I have an unusual name. I’ve heard it pronounced countless ways, I’ve been called Eunice, Euripides, and sometimes people resort, simply, to ‘E’. I’ve had to explain It’s Greek but I am not and I’ve told an abbreviated story of Orpheus and Eurydice many times.  How did your parents come up with that? Sometimes I’ve felt apologetic when people have to ask how to say it over and over again, and sometimes I’ve felt warmly accepted, when someone has actually read Sophocles’ Antigone, or even seen the Portuguese film Orfeu Negro, which was my parents’ actual inspiration. I don’t know why they were moved to name their firstborn after that doomed heroine – the story is quite a haunting one.
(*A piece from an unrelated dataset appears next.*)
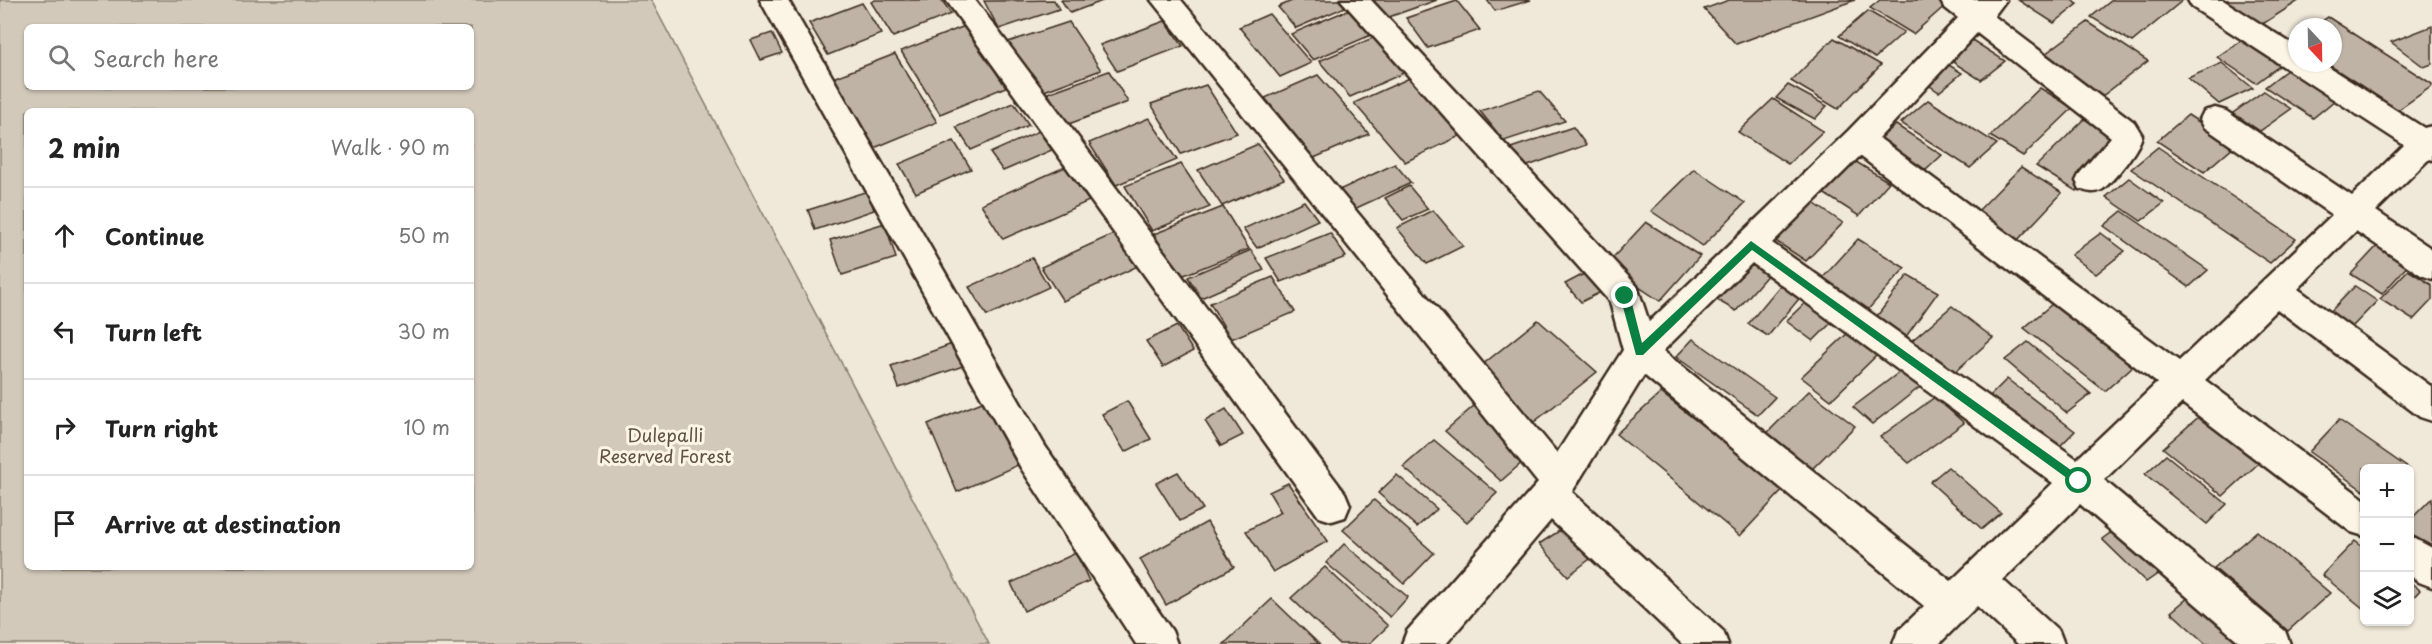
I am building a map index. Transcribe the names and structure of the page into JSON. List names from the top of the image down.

In all, an unusual name has not been a burden to me. I do sometimes wish I could tell my barista Lynn when they ask for a name for my coffee order; if I am with a friend or my children I will use their name instead in a heartbeat. In any other situation (except perhaps when ordering pizza delivery), I use my given name, and (sometimes apologetically) offer to pronounce it for my new acquaintance as many times as necessary. Of course I often receive feedback. It’s beautiful! Sometimes I think it is sincere. It’s somewhat less than feminine to my own ears; I am always reminded of the Israeli spoon-bender and self-proclaimed psychic Uri Geller, and I never let anyone shorten my name to just Eury – I’d rather be called ‘E’!

On the topic of my middle name I am much less autocratic. I was always happy to divulge what my ‘S’ stood for, unlike many who kept their embarrassing middle names secret. While I did mistakenly believe that I had been named, in part, after the shrubby sagebrush plants visible for mile after mile along the arid highway during family road trips to Eastern Washington, I still loved the long ‘a’ and the simple, single syllable word that was my middle name.  Later I came to understand that ‘sage’ was another word for wisdom; I like to think that is where my parents were actually going with it.

A recent conversation with a colleague led to the most complimentary compliment I’ve ever received about my name – my whole name. She told me that my name suited me. Well, I’ve heard that before. It’s what my mom still says. Probably most of us have heard something like that.  You LOOK like a Jennifer!   I responded with a little bit of sarcasm.  Do you mean I am a hippie?   I am a child of the 70s, but I don’t really consider myself any kind of hippie, exactly. She responded No, your name just sounds green, like you care about the environment, but in a scientific way. To be frank, she’s been listening to me talk about my night school, my environmental policy program for the last eight months or so. But to have someone tell me my name sounds green is like a sign from the universe that I am finally on the right track.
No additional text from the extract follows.